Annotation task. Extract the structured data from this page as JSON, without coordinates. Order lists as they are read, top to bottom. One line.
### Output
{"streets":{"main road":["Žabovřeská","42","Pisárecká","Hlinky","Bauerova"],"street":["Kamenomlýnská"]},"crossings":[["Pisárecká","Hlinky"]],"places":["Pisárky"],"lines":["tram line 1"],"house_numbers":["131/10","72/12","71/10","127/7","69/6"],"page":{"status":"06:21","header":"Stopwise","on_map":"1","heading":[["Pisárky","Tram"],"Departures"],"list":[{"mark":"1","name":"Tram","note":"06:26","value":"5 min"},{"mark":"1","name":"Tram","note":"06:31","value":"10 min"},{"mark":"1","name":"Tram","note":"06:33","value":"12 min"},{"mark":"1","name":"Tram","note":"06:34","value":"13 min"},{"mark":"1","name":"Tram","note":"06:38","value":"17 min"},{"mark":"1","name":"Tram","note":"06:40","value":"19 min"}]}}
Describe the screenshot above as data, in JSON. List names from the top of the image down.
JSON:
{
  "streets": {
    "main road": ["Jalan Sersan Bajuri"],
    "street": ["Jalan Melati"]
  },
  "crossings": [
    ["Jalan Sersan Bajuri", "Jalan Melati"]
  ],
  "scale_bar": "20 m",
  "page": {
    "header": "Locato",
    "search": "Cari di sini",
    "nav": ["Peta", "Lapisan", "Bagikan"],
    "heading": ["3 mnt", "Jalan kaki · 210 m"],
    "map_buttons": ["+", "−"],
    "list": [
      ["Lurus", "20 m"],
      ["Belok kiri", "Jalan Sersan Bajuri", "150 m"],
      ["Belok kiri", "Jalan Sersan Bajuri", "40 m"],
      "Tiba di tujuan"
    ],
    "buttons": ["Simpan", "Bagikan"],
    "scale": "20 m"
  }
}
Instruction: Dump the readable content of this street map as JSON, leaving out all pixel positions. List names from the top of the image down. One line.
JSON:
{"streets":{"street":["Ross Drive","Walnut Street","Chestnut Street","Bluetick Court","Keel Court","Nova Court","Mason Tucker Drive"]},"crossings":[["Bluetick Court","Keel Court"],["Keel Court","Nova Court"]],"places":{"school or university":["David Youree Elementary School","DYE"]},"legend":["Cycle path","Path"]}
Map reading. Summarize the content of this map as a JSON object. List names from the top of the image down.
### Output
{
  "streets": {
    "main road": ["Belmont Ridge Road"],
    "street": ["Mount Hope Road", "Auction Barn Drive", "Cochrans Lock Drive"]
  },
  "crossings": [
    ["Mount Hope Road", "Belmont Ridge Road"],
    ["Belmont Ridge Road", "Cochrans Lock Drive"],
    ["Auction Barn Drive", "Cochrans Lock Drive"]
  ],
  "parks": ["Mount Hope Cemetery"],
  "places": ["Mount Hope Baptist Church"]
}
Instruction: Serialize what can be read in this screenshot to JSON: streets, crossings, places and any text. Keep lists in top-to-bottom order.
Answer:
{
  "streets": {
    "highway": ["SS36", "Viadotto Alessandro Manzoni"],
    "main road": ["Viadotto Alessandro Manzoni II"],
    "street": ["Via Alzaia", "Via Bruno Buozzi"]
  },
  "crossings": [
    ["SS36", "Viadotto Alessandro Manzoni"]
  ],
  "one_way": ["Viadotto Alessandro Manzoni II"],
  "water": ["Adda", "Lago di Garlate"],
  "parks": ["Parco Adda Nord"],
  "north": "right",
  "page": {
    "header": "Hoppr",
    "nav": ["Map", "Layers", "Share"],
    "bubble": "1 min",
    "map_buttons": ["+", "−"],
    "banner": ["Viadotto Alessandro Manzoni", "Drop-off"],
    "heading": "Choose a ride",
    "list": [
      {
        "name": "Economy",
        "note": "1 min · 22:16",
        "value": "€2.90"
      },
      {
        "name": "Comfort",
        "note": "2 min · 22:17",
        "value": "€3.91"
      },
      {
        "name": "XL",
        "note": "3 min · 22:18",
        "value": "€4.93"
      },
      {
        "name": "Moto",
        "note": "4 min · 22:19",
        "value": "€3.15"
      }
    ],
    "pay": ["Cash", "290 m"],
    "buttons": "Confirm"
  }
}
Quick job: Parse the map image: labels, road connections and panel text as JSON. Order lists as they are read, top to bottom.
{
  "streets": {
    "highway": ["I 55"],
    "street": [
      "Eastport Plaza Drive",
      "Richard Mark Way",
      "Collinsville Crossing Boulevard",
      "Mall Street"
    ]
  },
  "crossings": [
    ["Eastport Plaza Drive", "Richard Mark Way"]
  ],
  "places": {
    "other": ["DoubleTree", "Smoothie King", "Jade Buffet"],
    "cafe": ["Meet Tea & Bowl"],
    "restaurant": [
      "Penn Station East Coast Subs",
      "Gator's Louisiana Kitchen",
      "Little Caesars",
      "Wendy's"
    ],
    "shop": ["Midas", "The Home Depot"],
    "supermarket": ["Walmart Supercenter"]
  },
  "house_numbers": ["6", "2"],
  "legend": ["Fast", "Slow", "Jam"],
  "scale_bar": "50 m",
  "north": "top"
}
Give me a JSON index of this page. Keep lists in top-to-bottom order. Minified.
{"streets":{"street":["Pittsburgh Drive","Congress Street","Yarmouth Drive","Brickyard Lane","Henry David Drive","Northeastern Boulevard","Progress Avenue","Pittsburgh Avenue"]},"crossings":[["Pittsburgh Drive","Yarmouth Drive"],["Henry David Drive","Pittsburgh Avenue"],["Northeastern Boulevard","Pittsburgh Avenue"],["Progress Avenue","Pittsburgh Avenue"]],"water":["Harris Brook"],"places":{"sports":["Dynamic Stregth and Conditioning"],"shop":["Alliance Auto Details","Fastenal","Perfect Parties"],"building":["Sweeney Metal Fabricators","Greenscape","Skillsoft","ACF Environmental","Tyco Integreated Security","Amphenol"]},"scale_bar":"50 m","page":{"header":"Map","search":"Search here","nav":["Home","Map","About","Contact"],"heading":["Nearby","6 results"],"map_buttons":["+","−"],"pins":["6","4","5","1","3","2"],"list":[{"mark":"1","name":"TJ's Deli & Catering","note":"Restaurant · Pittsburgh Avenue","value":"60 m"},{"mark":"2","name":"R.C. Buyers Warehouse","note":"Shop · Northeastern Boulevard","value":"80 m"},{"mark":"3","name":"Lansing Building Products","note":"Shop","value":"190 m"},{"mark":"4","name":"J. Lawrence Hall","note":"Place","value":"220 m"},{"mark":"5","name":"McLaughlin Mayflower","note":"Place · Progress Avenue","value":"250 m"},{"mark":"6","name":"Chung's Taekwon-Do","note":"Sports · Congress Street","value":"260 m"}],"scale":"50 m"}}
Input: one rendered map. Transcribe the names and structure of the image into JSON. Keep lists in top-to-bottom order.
⁂
## WORK TASK
Show each line of the material holding "screenshot".

## EXERCISE ANSWER
Describe the screenshot above as data, in JSON. List names from the top of the image down.
Instruction: Serialize what can be read in this screenshot to JSON: streets, crossings, places and any text. Keep lists in top-to-bottom order.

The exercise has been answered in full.